— WHAT THE TASK REQUIRES —
The lines to repeat are those below from the one containing "translate:-50% -50%; white-space:nowrap;" down to the one containing "padding:2px 8px; background:#fdfcf7;", both included; reproduce them exactly and nothing else.

— PROVIDED DATA —
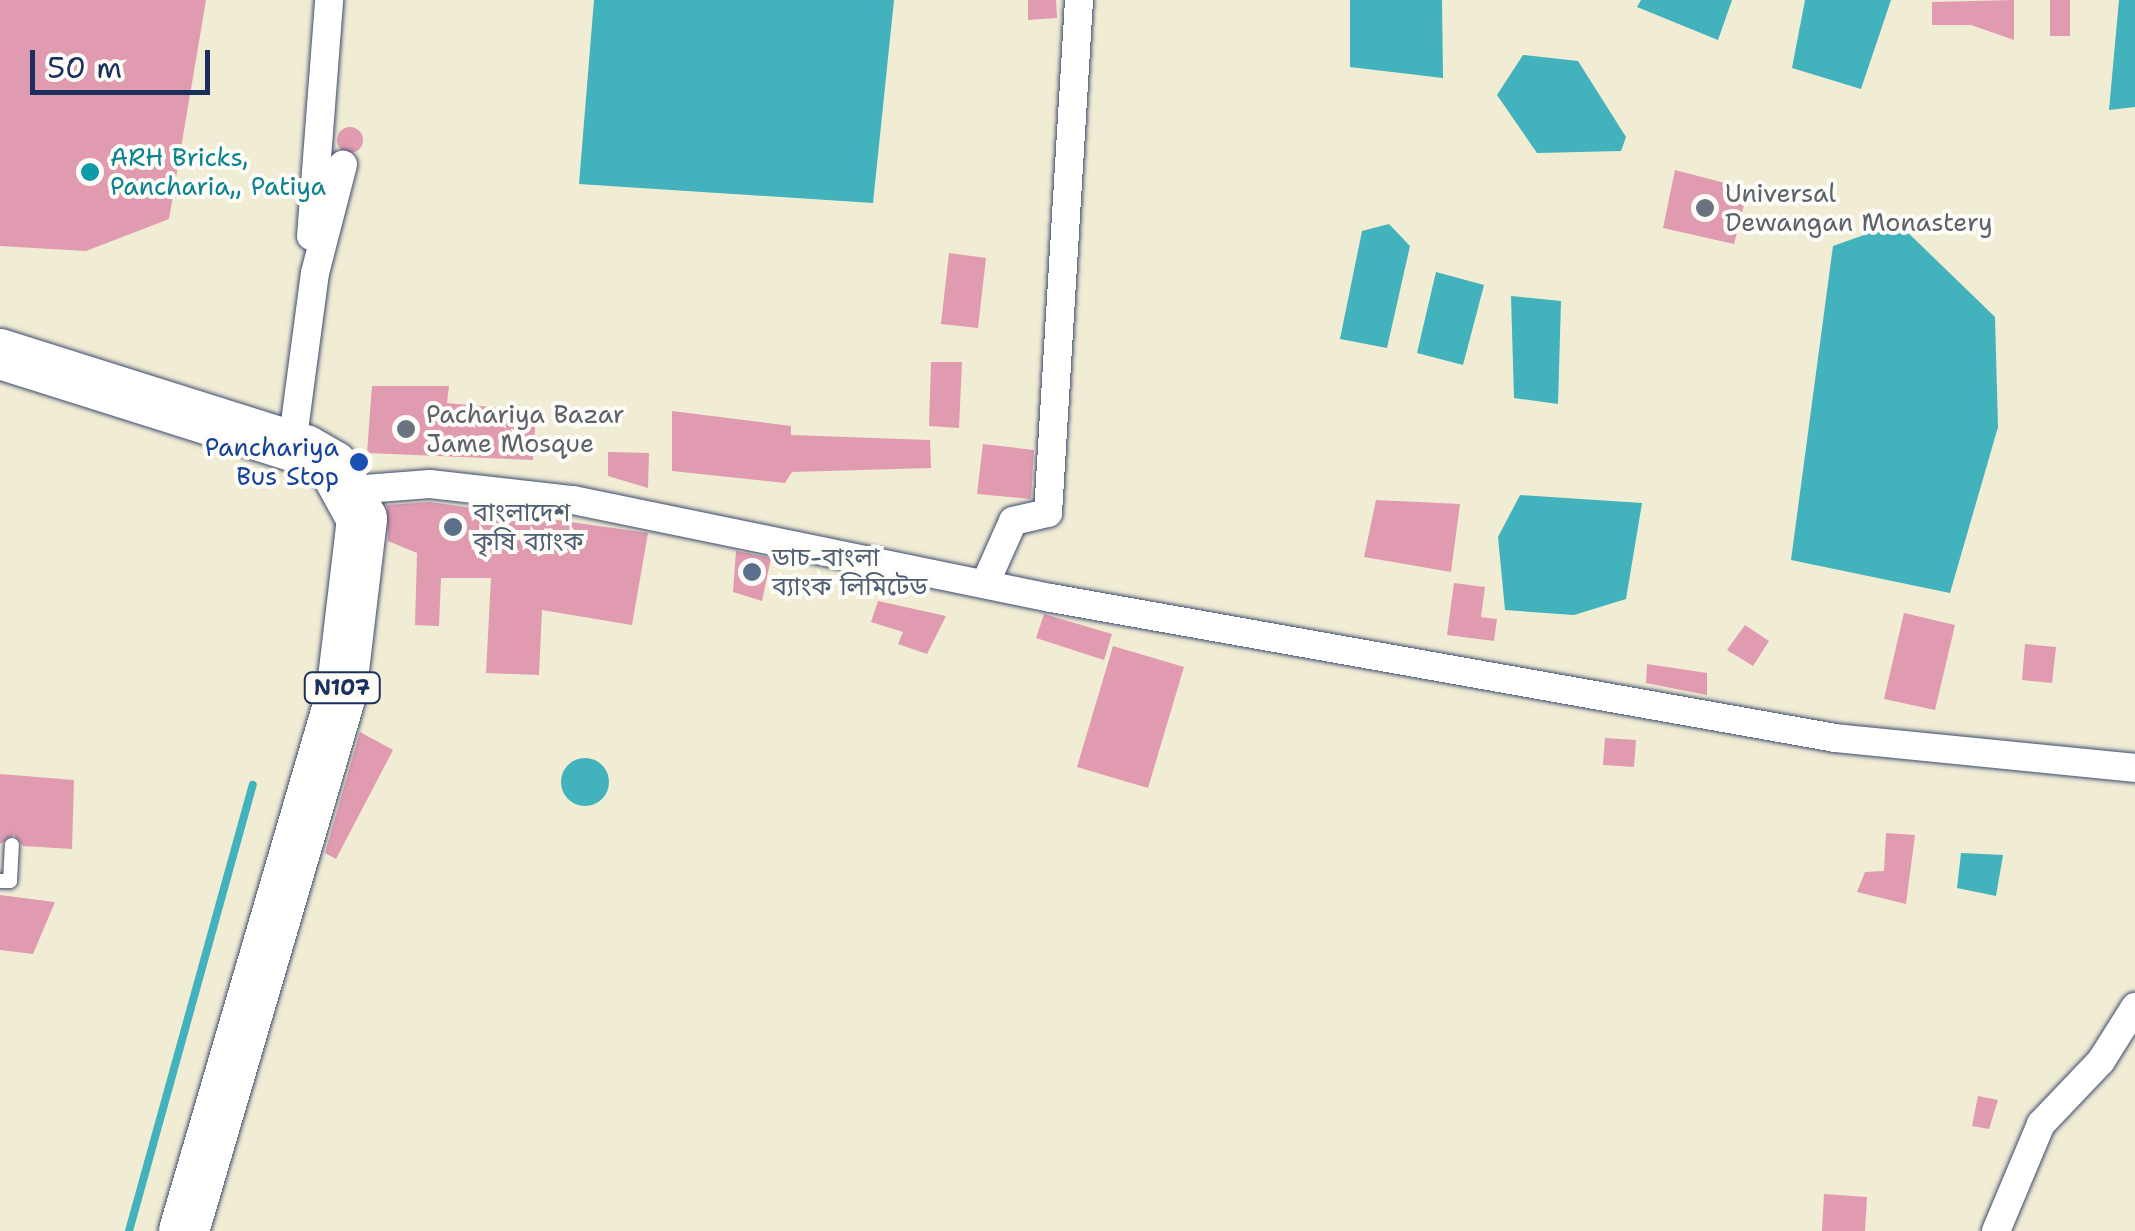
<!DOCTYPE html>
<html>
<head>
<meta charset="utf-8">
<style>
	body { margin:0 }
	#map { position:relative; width:2135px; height:1231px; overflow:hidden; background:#f1ecd4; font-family:"Shantell Sans","Noto Sans Bengali",sans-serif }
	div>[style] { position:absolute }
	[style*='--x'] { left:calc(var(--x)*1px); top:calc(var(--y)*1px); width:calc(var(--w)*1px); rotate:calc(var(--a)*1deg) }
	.water>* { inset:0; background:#42b2bc }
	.round { border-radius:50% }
	.stream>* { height:8px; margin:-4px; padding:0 4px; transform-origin:4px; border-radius:4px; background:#42b2bc }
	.building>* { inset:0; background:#e09bb0 }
	.roads { filter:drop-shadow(0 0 2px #3b4b70) drop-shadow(0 0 2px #3b4b70) }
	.lane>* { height:14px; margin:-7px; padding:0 7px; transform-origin:7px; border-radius:7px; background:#fff }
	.street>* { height:28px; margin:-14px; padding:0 14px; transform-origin:14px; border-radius:14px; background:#fff }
	.highway>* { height:50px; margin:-25px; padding:0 25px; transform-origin:25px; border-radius:25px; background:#fff }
	.dots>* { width:28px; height:28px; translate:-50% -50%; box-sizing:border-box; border:5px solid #fdfcf7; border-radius:50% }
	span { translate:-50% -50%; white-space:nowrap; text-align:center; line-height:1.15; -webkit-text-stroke:8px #fdfcf7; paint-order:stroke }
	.shield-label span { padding:2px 8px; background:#fdfcf7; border:2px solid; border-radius:8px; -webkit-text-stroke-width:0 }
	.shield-label { font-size:22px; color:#1b2f5e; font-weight:700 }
	.culture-label { font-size:25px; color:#0d838f }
	.left { translate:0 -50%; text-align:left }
	.worship-label { font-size:25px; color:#5b616d }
	.transit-label { font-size:25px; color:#164399 }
	.right { translate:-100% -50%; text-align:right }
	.service-label { font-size:25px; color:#4e5e75 }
	.scale { position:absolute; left:30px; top:50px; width:180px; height:45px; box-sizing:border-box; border:5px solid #1b2f5e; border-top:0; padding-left:12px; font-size:30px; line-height:35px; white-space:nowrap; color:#1b2f5e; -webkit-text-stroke:8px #fdfcf7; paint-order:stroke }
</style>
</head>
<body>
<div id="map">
	<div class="water">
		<div style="clip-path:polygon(594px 0,894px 0,873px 203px,579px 184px)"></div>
		<div style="clip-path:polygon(1350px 0,1442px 0,1443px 78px,1350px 67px)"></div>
		<div style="clip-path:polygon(1641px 0,1732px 0,1718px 40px,1637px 7px)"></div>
		<div style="clip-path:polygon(1805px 0,1891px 0,1861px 89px,1792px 68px)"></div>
		<div style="clip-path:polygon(2119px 0,2135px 0,2135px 107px,2109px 110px)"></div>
		<div style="clip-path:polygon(1523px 55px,1578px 61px,1626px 137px,1621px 151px,1537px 153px,1497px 95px)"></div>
		<div style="clip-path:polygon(1898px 223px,1995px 317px,1998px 427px,1950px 593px,1791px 560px,1833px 246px)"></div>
		<div style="clip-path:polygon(1389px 224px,1410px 246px,1387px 348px,1340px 339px,1362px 231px)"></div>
		<div style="clip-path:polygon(1436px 272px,1484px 285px,1463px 365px,1417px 353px)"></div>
		<div style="clip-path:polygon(1511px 296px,1561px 301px,1558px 404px,1514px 398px)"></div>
		<div style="clip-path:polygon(1520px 495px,1642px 503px,1626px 599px,1574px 615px,1505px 610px,1498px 537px)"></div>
		<div class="round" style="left:561px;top:758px;width:48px;height:48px"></div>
		<div style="clip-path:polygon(1961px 853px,2003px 855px,1996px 896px,1957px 888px)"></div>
	</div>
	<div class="stream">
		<div style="--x:129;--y:1231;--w:463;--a:-74.5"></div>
	</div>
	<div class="building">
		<div style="clip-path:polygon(0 0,206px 0,169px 219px,86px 251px,0 246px)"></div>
		<div style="clip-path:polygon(1028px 0,1056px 0,1057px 18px,1028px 20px)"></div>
		<div style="clip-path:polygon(2014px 0,2014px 40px,1971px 25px,1932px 25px,1932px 2px)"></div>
		<div style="clip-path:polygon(2050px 0,2070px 0,2070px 36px,2050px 36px)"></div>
		<div class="round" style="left:337px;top:127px;width:26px;height:26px"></div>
		<div style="clip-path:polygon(1675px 170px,1748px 189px,1734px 244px,1663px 228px)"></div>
		<div style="clip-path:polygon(949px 253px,986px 258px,978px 328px,941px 324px)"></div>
		<div style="clip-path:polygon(931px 362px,962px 362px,959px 428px,929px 426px)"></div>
		<div style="clip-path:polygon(372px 386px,449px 386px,447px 403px,536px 411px,533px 460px,367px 453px)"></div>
		<div style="clip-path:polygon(672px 411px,791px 426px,791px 435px,930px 440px,931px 468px,792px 472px,785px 483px,672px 471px)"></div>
		<div style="clip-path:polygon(983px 444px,1034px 450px,1031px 499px,977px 494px)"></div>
		<div style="clip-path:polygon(608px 452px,649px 453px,648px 488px,608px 476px)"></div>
		<div style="clip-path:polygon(1376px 500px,1460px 504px,1451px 572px,1364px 557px)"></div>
		<div style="clip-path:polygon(430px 502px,648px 533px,632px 625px,542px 610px,539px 675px,486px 673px,491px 578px,441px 578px,439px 626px,415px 625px,417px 553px,388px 541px,387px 505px)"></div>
		<div style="clip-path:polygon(736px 551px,771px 558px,762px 601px,733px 592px)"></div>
		<div style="clip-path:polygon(849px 574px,870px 579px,869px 596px,848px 594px)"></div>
		<div style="clip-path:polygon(1454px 583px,1485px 587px,1481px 617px,1497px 619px,1494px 641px,1447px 635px)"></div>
		<div style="clip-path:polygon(878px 601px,946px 616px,927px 654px,898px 644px,903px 632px,871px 622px)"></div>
		<div style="clip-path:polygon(1904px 613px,1955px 625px,1935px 710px,1884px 699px)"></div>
		<div style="clip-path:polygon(1044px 614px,1112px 634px,1104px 660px,1036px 638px)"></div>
		<div style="clip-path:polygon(1745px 625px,1769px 641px,1753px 666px,1727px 650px)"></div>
		<div style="clip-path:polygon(2025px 644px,2056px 647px,2052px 683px,2022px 680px)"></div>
		<div style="clip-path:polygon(1113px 646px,1184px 667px,1148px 788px,1077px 767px)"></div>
		<div style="clip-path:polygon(1647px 664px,1707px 673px,1707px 695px,1646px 683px)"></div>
		<div style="clip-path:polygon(360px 732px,393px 750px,336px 859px,325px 853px)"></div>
		<div style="clip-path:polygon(1605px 738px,1636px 740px,1634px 767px,1603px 765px)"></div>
		<div style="clip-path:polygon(0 774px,74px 780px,72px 849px,23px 846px,14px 835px,0 844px)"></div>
		<div style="clip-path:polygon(1886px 833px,1915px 835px,1906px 904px,1857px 892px,1865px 872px,1884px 871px)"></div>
		<div style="clip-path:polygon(0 895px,55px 902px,33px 954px,0 950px)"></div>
		<div style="clip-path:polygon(1978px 1096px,1998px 1100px,1989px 1129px,1972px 1126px)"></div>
		<div style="clip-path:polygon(1824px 1194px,1867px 1197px,1865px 1231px,1822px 1231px)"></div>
	</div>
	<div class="roads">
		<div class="lane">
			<div style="--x:0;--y:881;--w:10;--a:0"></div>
			<div style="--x:10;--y:881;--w:36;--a:-87"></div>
		</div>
		<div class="street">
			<div style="--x:311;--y:236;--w:237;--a:-85.6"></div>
			<div style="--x:292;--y:445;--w:174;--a:-82.4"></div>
			<div style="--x:315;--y:273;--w:112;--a:-75.5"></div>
			<div style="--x:352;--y:490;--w:78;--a:-4.4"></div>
			<div style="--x:430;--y:484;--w:144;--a:6.4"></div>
			<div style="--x:573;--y:500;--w:488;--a:11.6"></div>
			<div style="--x:1051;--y:598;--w:796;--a:10.12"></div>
			<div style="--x:1835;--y:738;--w:301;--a:5.7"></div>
			<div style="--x:985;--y:584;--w:69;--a:-66"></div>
			<div style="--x:1013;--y:521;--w:36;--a:-13"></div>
			<div style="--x:1048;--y:513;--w:514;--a:-86.54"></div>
			<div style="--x:1996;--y:1231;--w:116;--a:-67.2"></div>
			<div style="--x:2041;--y:1124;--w:87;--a:-46.4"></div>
			<div style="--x:2101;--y:1061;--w:64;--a:-57.8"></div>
		</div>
		<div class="highway">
			<div style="--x:0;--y:354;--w:320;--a:17.5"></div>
			<div style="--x:305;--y:450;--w:32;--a:30"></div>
			<div style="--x:333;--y:466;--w:60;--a:61.3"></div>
			<div style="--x:362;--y:519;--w:177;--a:96.8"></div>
			<div style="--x:341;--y:695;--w:559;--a:106.33"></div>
		</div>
	</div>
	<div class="dots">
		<div style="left:90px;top:172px;background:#0f9aa8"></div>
		<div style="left:1705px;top:208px;background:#6b7280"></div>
		<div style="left:406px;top:429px;background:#6b7280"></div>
		<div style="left:359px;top:462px;background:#1a4fb4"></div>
		<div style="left:453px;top:527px;background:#5c6f8a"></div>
		<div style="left:752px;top:572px;background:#5c6f8a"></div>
	</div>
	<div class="shield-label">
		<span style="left:342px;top:688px">N107</span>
	</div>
	<div class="culture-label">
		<span class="left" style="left:110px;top:172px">ARH Bricks,<br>Pancharia,, Patiya</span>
	</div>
	<div class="worship-label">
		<span class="left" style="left:1725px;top:208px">Universal<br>Dewangan Monastery</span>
		<span class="left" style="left:426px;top:429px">Pachariya Bazar<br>Jame Mosque</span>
	</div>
	<div class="transit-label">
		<span class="right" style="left:339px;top:462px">Panchariya<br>Bus Stop</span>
	</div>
	<div class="service-label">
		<span class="left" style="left:473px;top:527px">বাংলাদেশ<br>কৃষি ব্যাংক</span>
		<span class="left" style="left:772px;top:572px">ডাচ-বাংলা<br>ব্যাংক লিমিটেড</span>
	</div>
	<div class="scale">50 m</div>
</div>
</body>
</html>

— ANSWER TO THIS PROBLEM —
	span { translate:-50% -50%; white-space:nowrap; text-align:center; line-height:1.15; -webkit-text-stroke:8px #fdfcf7; paint-order:stroke }
	.shield-label span { padding:2px 8px; background:#fdfcf7; border:2px solid; border-radius:8px; -webkit-text-stroke-width:0 }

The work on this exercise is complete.